* [WHAT YOU HAVE TO DO]: Return exactly the lines of the records below, starting at the line that contains "ctx.lineJoin = 'round';" and ending at the line that contains "function fillPath(path, color)", with both of those lines kept.

* [Records from a data source]:
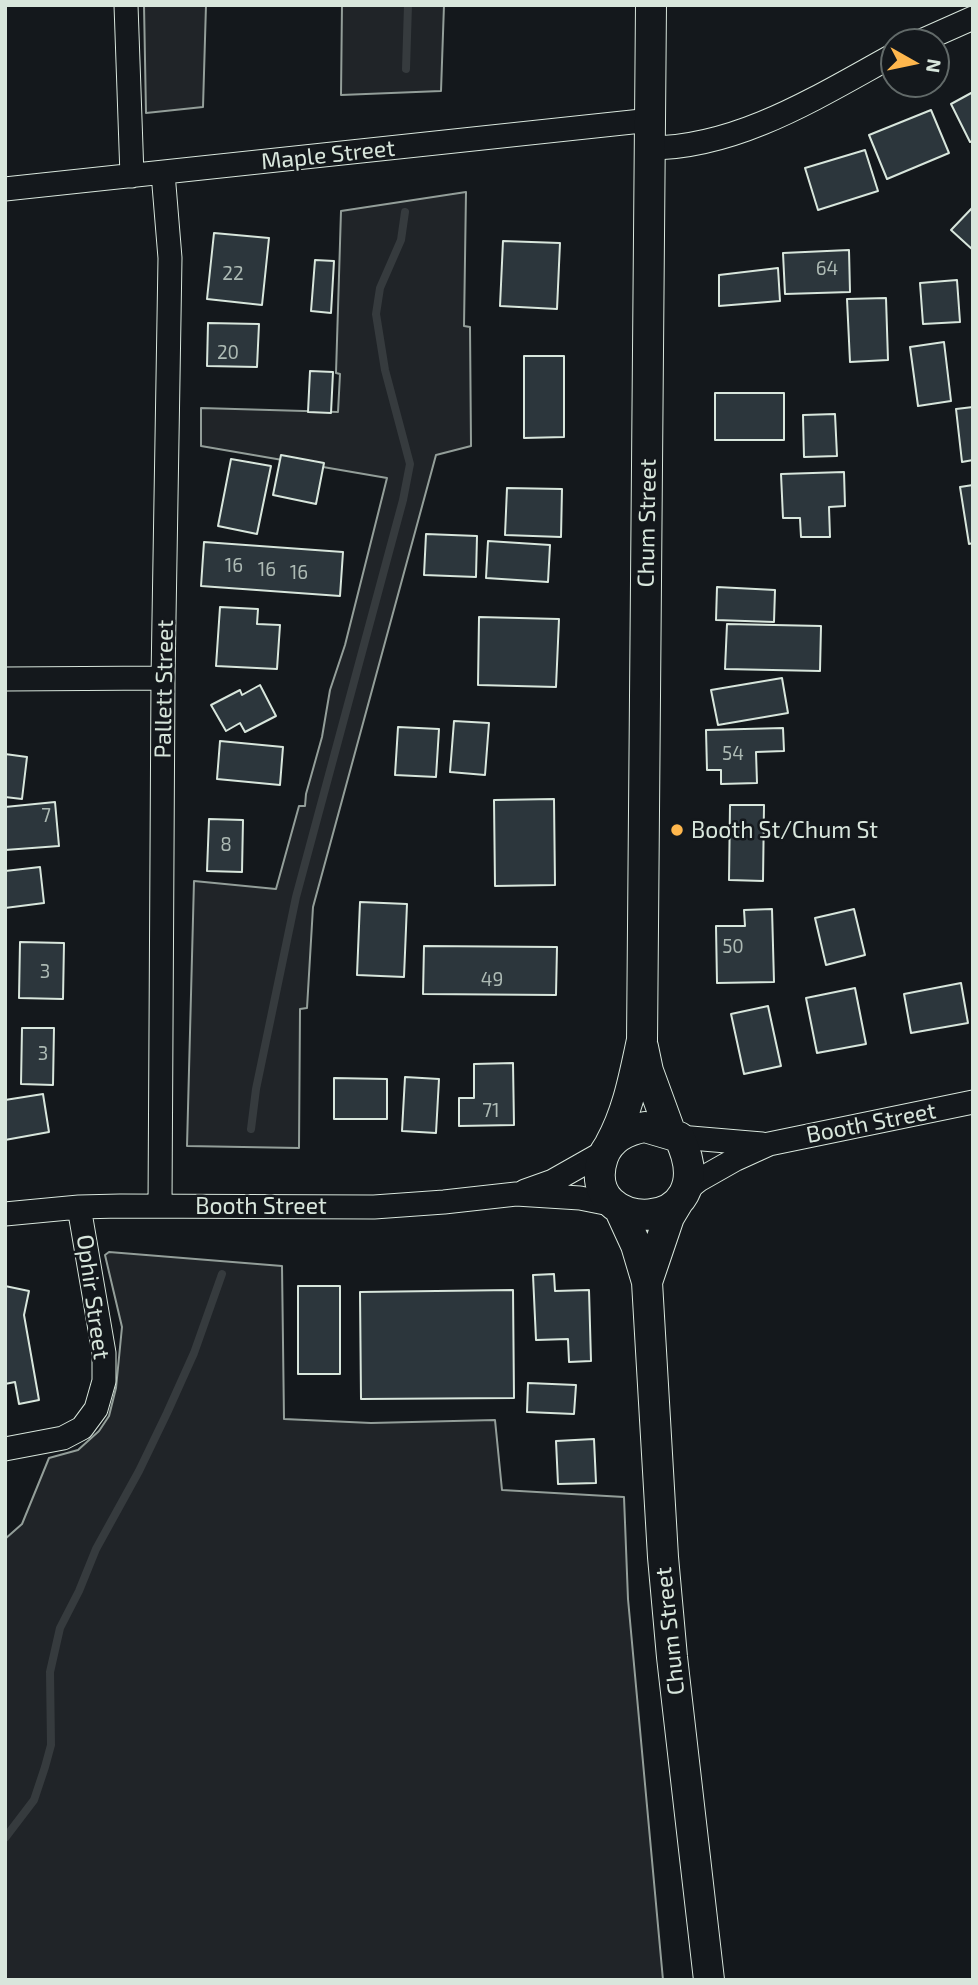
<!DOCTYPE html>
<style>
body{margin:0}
#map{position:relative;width:978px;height:1985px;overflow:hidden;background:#14181c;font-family:"Exo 2",sans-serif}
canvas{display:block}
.frame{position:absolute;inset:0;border:7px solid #d8e6dc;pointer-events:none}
.north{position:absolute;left:880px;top:28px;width:70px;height:70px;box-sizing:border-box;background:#14181c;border:2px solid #626a69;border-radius:50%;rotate:99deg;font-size:19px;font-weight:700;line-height:28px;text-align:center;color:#d8e6dc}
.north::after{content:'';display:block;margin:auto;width:24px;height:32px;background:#ffb74d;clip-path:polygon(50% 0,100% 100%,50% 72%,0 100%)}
</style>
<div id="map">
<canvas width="978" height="1985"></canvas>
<div class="frame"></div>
<div class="north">N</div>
</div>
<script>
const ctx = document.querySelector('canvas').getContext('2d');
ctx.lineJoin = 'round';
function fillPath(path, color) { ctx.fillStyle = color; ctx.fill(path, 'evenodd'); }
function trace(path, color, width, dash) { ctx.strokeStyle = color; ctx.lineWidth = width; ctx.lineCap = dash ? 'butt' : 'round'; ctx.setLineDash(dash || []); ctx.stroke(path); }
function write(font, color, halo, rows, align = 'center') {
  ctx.font = font + ' "Exo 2",sans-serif'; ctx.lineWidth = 5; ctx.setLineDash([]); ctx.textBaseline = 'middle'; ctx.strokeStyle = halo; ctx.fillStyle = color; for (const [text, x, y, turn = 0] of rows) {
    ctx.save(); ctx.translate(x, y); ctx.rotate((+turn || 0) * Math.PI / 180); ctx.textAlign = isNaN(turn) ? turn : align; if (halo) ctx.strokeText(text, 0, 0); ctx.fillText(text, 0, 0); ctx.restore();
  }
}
const green = new Path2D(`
 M144 5H206L203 107 146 113Z
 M342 5H444L441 91 341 95Z
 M466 192 464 326 470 327 471 446 436 455 313 907 307 1008 300 1009 299 1148 187 1146 194 881 276 889 299 806H305L306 794 322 737 330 690 345 645 387 478 201 446V408L338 412 340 374 336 373 341 211Z
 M109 1252 282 1266 284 1419 371 1423 495 1420 502 1490 624 1497 628 1599 663 1980H5V1539L22 1524 49 1458 78 1450 99 1431 109 1416 116 1388 122 1327 105 1255Z`);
const stream = new Path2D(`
 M406 69 408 5
 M251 1129 256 1089 296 897 403 500 410 464 385 370 376 314 380 288 401 240 405 212
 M5 1838 34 1800 45 1767 51 1745 50 1672 60 1628 79 1591 96 1549 139 1471 167 1413 194 1353 222 1274`);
const building = new Path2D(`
 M973 92V141L970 142 951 104Z
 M931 110 949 153 887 179 869 135Z
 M865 150 878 191 818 210 805 168Z
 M973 207V250L951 230Z
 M214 233 269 238 262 305 207 299Z
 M503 241 560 243 557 309 500 306Z
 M849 250 850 292 785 294 783 253Z
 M315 260 334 261 331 313 311 311Z
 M778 268 780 301 719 306V275Z
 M957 280 960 322 923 324 920 283Z
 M886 298 888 360 850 362 847 299Z
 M208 323 259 324 257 367 207 366Z
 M944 342 951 401 918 406 910 347Z
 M524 356H564V437L524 438Z
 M310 371 333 372 331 413 308 412Z
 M715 393H784V440H715Z
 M973 407V460L962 462 956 409Z
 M835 414 837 456 804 457 803 415Z
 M281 455 324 463 316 504 273 495Z
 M231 459 271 466 257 534 218 526Z
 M844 472 845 506 829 507 830 537H801L800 518H783L781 474Z
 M973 485V543L969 544 960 487Z
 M507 488 562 489 561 537 505 535Z
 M426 534 477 536 476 577 424 575Z
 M488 541 550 545 548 582 486 578Z
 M204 542 343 552 340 596 201 586Z
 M717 587 775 590 774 622 716 620Z
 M220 607 258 609 257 624 280 625 277 669 216 666Z
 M479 617 559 619 556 687 478 685Z
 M727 624 821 626 820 671 725 669Z
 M782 678 788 713 718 725 711 690Z
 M260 685 276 716 245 732 240 723 226 731 211 705 240 690 242 695Z
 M454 721 489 723 485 775 450 772Z
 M398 727 439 729 436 777 395 775Z
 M783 728 784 751 756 752 757 783 721 784V770H707L706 730Z
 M220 741 283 747 280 785 217 779Z
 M5 754 27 757 22 799 5 797Z
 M554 799 555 885 495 886 494 800Z
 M55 802 59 846 5 850V807Z
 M730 805H764L763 881 729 880Z
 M209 819 243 820 242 872 207 871Z
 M40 867 44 903 5 908V871Z
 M360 902 407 904 404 977 357 975Z
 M772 909 774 982 717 983 716 926H745L744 910Z
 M854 909 865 955 826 965 815 918Z
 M20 942 64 943 63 999 19 998Z
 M424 946 557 947 556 995 423 994Z
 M961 983 968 1023 911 1033 904 994Z
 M855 988 866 1044 817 1053 806 998Z
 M768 1006 781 1066 744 1074 731 1014Z
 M22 1028H54L53 1085 21 1084Z
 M513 1063 514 1125 459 1126V1098H474V1064Z
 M405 1077 439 1079 436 1133 402 1131Z
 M334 1078 387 1079V1119H334Z
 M43 1094 49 1132 5 1140V1100Z
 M554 1274 555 1291 589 1290 591 1361 569 1362 568 1339 536 1340 533 1275Z
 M5 1286 29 1291 24 1315 39 1400 19 1404 15 1382 5 1384Z
 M298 1286H340V1374H298Z
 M513 1290 514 1398 361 1399 360 1292Z
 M528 1383 576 1385 574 1414 527 1412Z
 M594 1439 596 1483 558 1484 556 1441Z`);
const minor = new Path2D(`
 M126 5 132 176
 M919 42 973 18
 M650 148C738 148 819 96 894 55
 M5 189 651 120
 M5 679 163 678
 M679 1137 762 1144
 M525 1191 553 1181 606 1151
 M685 1191 699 1180 736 1159 769 1144 973 1102
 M160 1205 163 678 170 258 163 173
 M5 1214 79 1207 120 1206 374 1207 444 1202 516 1194 580 1198 615 1205
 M5 1449 63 1438 82 1428 96 1409 104 1381V1353L79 1207`);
const tertiary = new Path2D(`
 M643 1047 648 1071 671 1134
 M645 1127 679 1137C728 1237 576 1237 603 1157 610 1138 626 1130 645 1127Z
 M610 1144C628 1111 634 1077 642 1040L651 5
 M619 1208 636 1245 647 1282 663 1557 672 1657 709 1980
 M647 1282 669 1217 678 1202`);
const markers = [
 [677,830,7,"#ffb74d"]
];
const numberNames = [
 ["64",827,269],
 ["22",233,274],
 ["20",228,353],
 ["16",234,566],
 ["16",267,570],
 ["16",299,573],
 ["54",733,754],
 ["7",46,816],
 ["8",226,845],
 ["50",733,947],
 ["3",45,972],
 ["49",492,980],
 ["3",43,1054],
 ["71",491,1111]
];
const streetNames = [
 ["Maple Street",328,155,-6],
 ["Chum Street",647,523,-89],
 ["Pallett Street",164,689,-89],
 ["Booth Street",871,1123,-11],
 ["Booth Street",261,1206],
 ["Ophir Street",93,1297,82],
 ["Chum Street",670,1631,-96]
];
const poiNames = [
 ["Booth St/Chum St",691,830]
];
fillPath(green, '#202428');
trace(green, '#939e99', 2);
trace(stream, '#363b3e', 8);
fillPath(building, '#2c363c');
trace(building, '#d8e6dc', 2);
trace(minor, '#d8e6dc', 25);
trace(tertiary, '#d8e6dc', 32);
trace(minor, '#14181c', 23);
trace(tertiary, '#14181c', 30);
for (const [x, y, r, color] of markers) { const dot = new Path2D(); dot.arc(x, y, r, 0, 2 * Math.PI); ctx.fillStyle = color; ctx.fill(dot); trace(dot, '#14181c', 2.5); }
write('19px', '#adbab4', null, numberNames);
write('23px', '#d8e6dc', '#14181c', streetNames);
write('23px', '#d8e6dc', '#14181c', poiNames, 'left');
</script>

* [RESPONSE AREA]:
ctx.lineJoin = 'round';
function fillPath(path, color) { ctx.fillStyle = color; ctx.fill(path, 'evenodd'); }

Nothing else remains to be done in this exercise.